### WHAT TO PRODUCE
Print the listing as it stands, omitting all images.
GIVEN DATA START
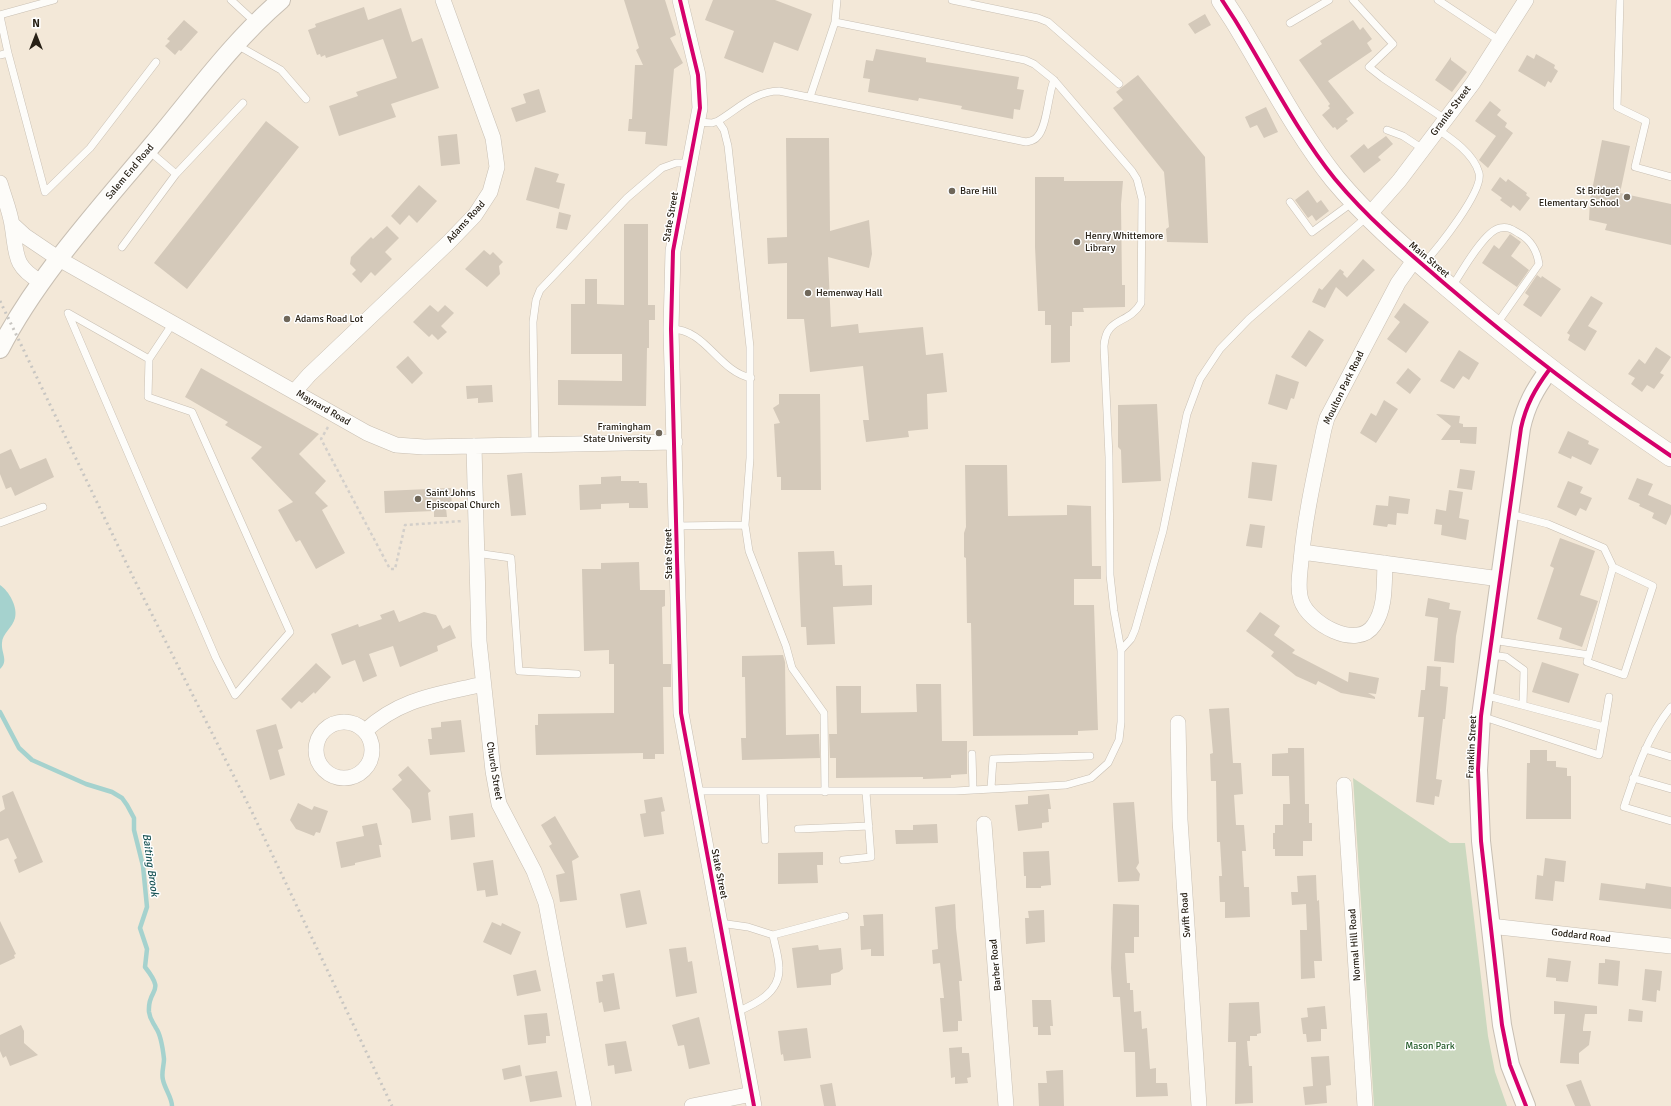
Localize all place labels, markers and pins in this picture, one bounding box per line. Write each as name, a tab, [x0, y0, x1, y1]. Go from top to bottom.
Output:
place label: Bare Hill	[960, 185, 997, 197]
place label: St Bridget Elementary School	[1539, 185, 1619, 208]
marker: Bare Hill	[947, 186, 957, 196]
marker: St Bridget Elementary School	[1622, 192, 1632, 202]
place label: Henry Whittemore Library	[1085, 230, 1163, 254]
marker: Henry Whittemore Library	[1072, 237, 1082, 247]
place label: Hemenway Hall	[816, 287, 883, 299]
marker: Hemenway Hall	[803, 288, 813, 298]
place label: Adams Road Lot	[295, 313, 363, 325]
marker: Adams Road Lot	[282, 314, 292, 324]
place label: Framingham State University	[583, 421, 651, 444]
marker: Framingham State University	[654, 428, 664, 438]
place label: Saint Johns Episcopal Church	[426, 487, 500, 510]
marker: Saint Johns Episcopal Church	[413, 494, 423, 504]

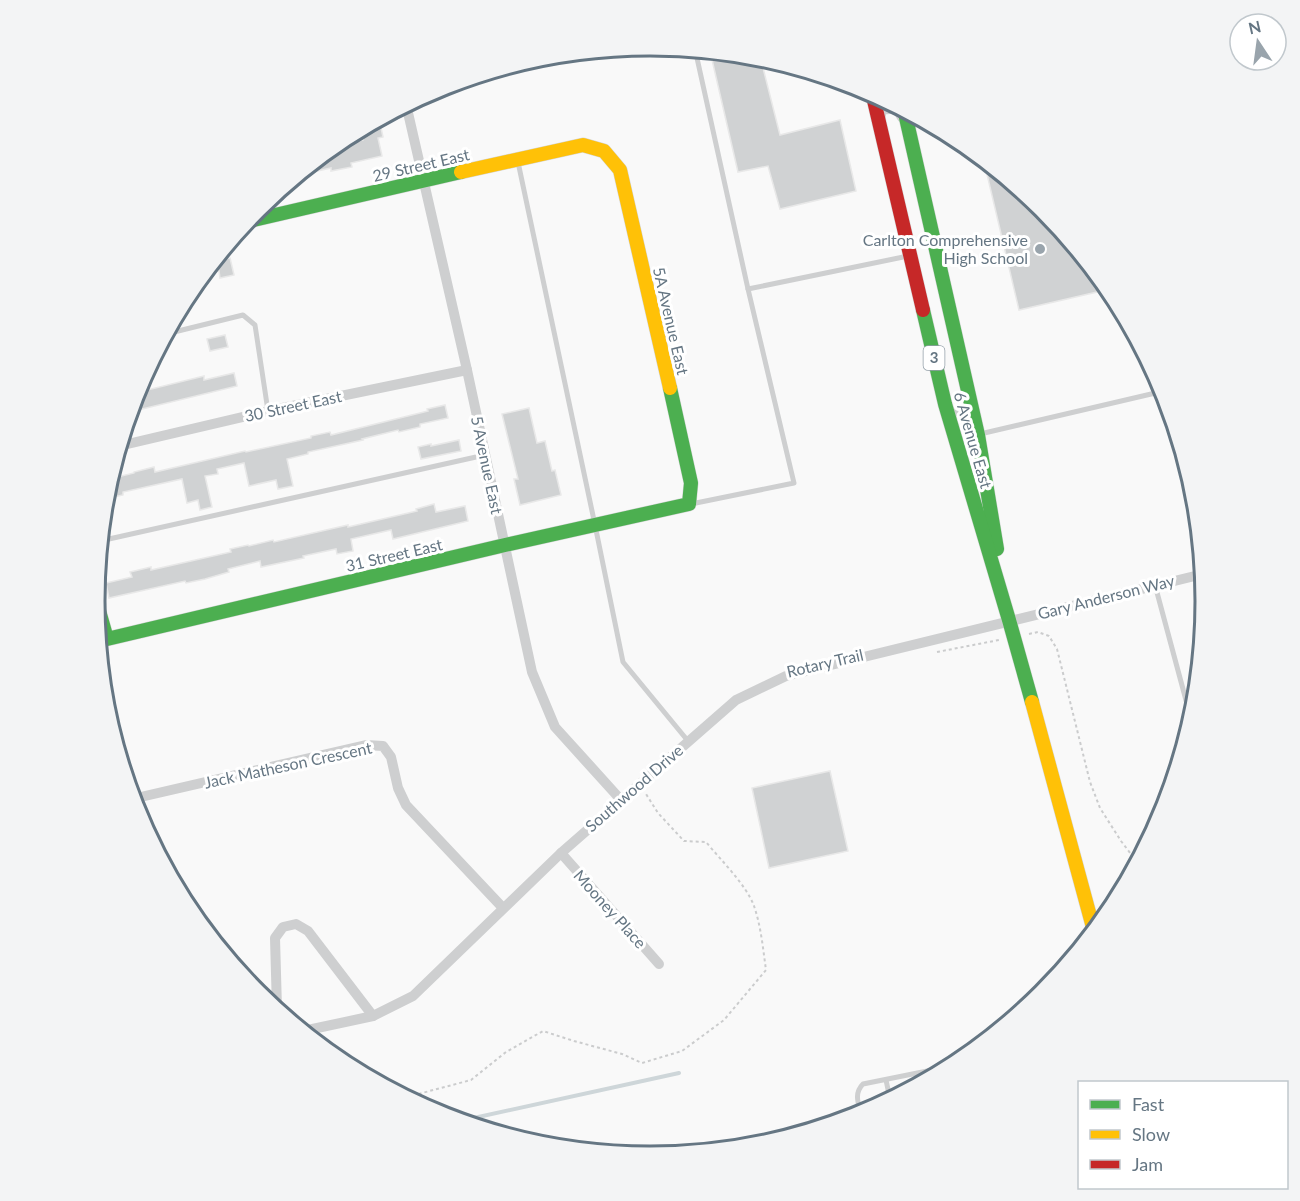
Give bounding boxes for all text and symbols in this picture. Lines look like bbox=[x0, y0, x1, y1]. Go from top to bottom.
north arrow bbox=[1228, 12, 1288, 72]
text: N bbox=[1246, 16, 1263, 38]
street label: 29 Street East bbox=[371, 144, 471, 185]
place label: Carlton Comprehensive High School bbox=[863, 230, 1028, 267]
marker: Carlton Comprehensive High School bbox=[1033, 242, 1047, 256]
street label: 5A Avenue East bbox=[650, 265, 693, 377]
road number: 3 bbox=[924, 346, 944, 370]
street label: 30 Street East bbox=[243, 386, 343, 425]
street label: 6 Avenue East bbox=[951, 389, 996, 491]
street label: 5 Avenue East bbox=[468, 414, 507, 516]
street label: 31 Street East bbox=[344, 534, 444, 575]
street label: Gary Anderson Way bbox=[1036, 570, 1177, 623]
street label: Rotary Trail bbox=[785, 644, 865, 681]
street label: Jack Matheson Crescent bbox=[202, 737, 374, 792]
street label: Southwood Drive bbox=[581, 740, 686, 835]
street label: Mooney Place bbox=[570, 865, 651, 952]
legend bbox=[1078, 1081, 1288, 1189]
text: Fast bbox=[1132, 1093, 1165, 1115]
text: Slow bbox=[1132, 1123, 1170, 1145]
text: Jam bbox=[1132, 1153, 1163, 1175]

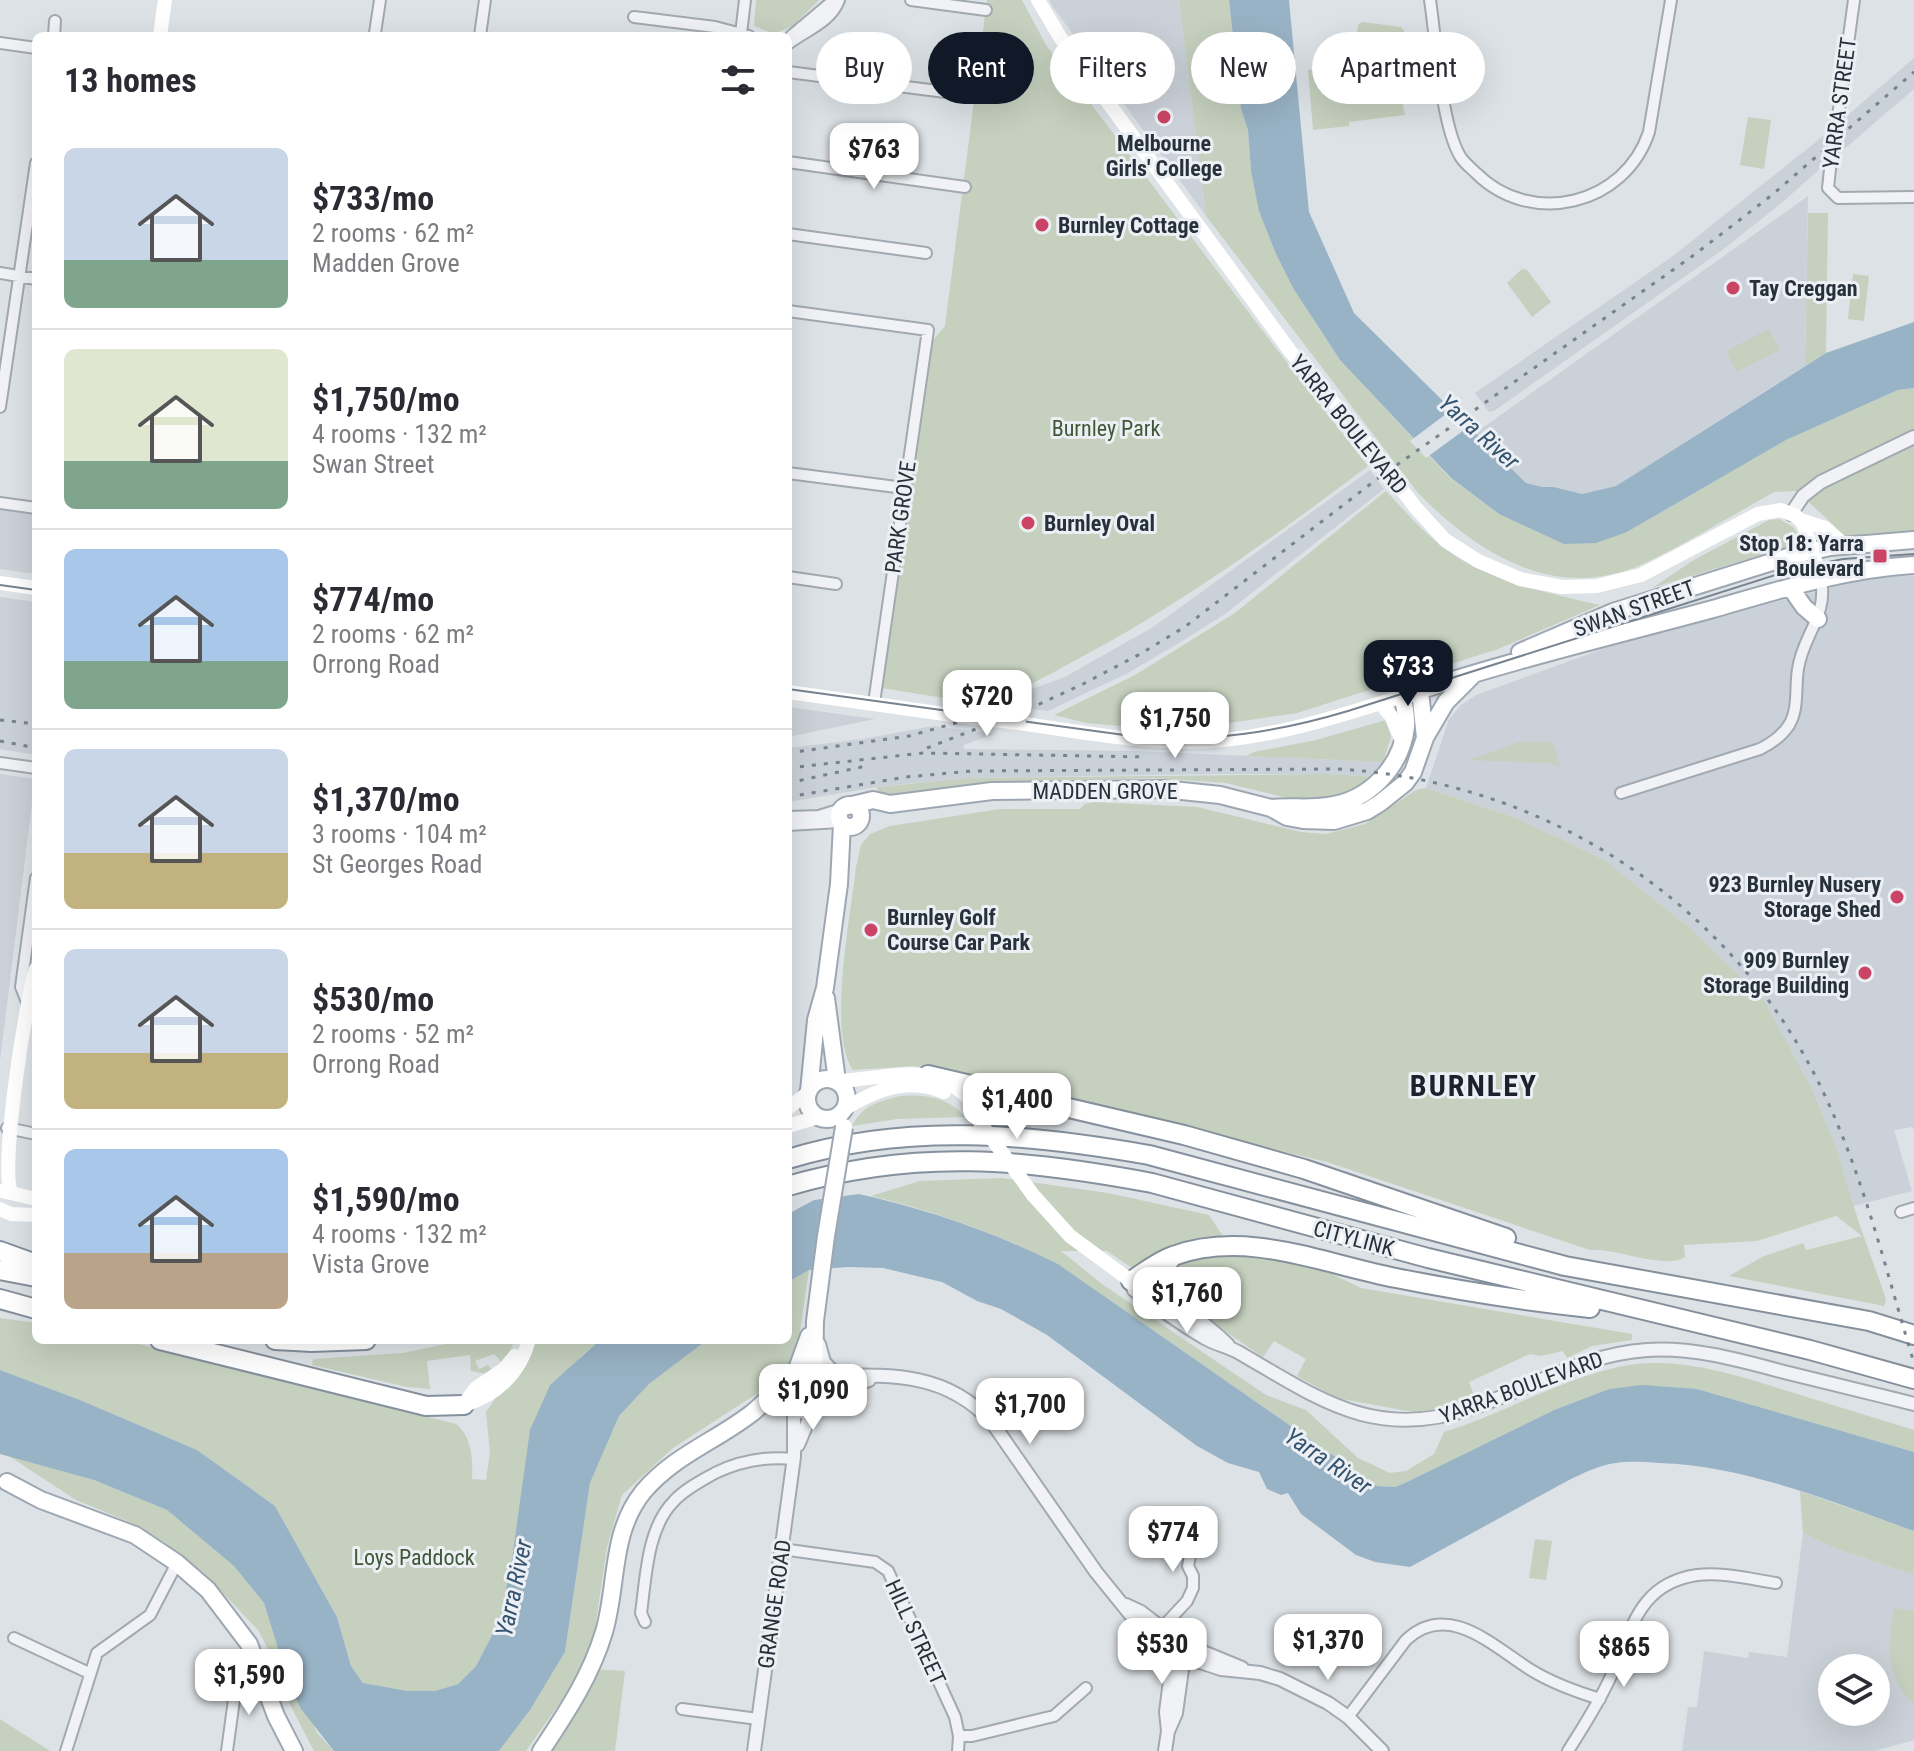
GIVEN DATA END
### REPLY
Localize all place labels, markers and pins in this picture, one bounding box per line. Write each as name, a tab, [x0, y0, x1, y1]. Go from top to bottom.
Output:
place label: Bare Hill	[960, 185, 997, 197]
place label: St Bridget Elementary School	[1539, 185, 1619, 208]
marker: Bare Hill	[947, 186, 957, 196]
marker: St Bridget Elementary School	[1622, 192, 1632, 202]
place label: Henry Whittemore Library	[1085, 230, 1163, 254]
marker: Henry Whittemore Library	[1072, 237, 1082, 247]
place label: Hemenway Hall	[816, 287, 883, 299]
marker: Hemenway Hall	[803, 288, 813, 298]
place label: Adams Road Lot	[295, 313, 363, 325]
marker: Adams Road Lot	[282, 314, 292, 324]
place label: Framingham State University	[583, 421, 651, 444]
marker: Framingham State University	[654, 428, 664, 438]
place label: Saint Johns Episcopal Church	[426, 487, 500, 510]
marker: Saint Johns Episcopal Church	[413, 494, 423, 504]

Give bounding boxes for all text and symbols in this picture. Lines look like bbox=[x0, y0, x1, y1]. Go from top to bottom.
north arrow bbox=[1228, 12, 1288, 72]
text: N bbox=[1246, 16, 1263, 38]
street label: 29 Street East bbox=[371, 144, 471, 185]
place label: Carlton Comprehensive High School bbox=[863, 230, 1028, 267]
marker: Carlton Comprehensive High School bbox=[1033, 242, 1047, 256]
street label: 5A Avenue East bbox=[650, 265, 693, 377]
road number: 3 bbox=[924, 346, 944, 370]
street label: 30 Street East bbox=[243, 386, 343, 425]
street label: 6 Avenue East bbox=[951, 389, 996, 491]
street label: 5 Avenue East bbox=[468, 414, 507, 516]
street label: 31 Street East bbox=[344, 534, 444, 575]
street label: Gary Anderson Way bbox=[1036, 570, 1177, 623]
street label: Rotary Trail bbox=[785, 644, 865, 681]
street label: Jack Matheson Crescent bbox=[202, 737, 374, 792]
street label: Southwood Drive bbox=[581, 740, 686, 835]
street label: Mooney Place bbox=[570, 865, 651, 952]
legend bbox=[1078, 1081, 1288, 1189]
text: Fast bbox=[1132, 1093, 1165, 1115]
text: Slow bbox=[1132, 1123, 1170, 1145]
text: Jam bbox=[1132, 1153, 1163, 1175]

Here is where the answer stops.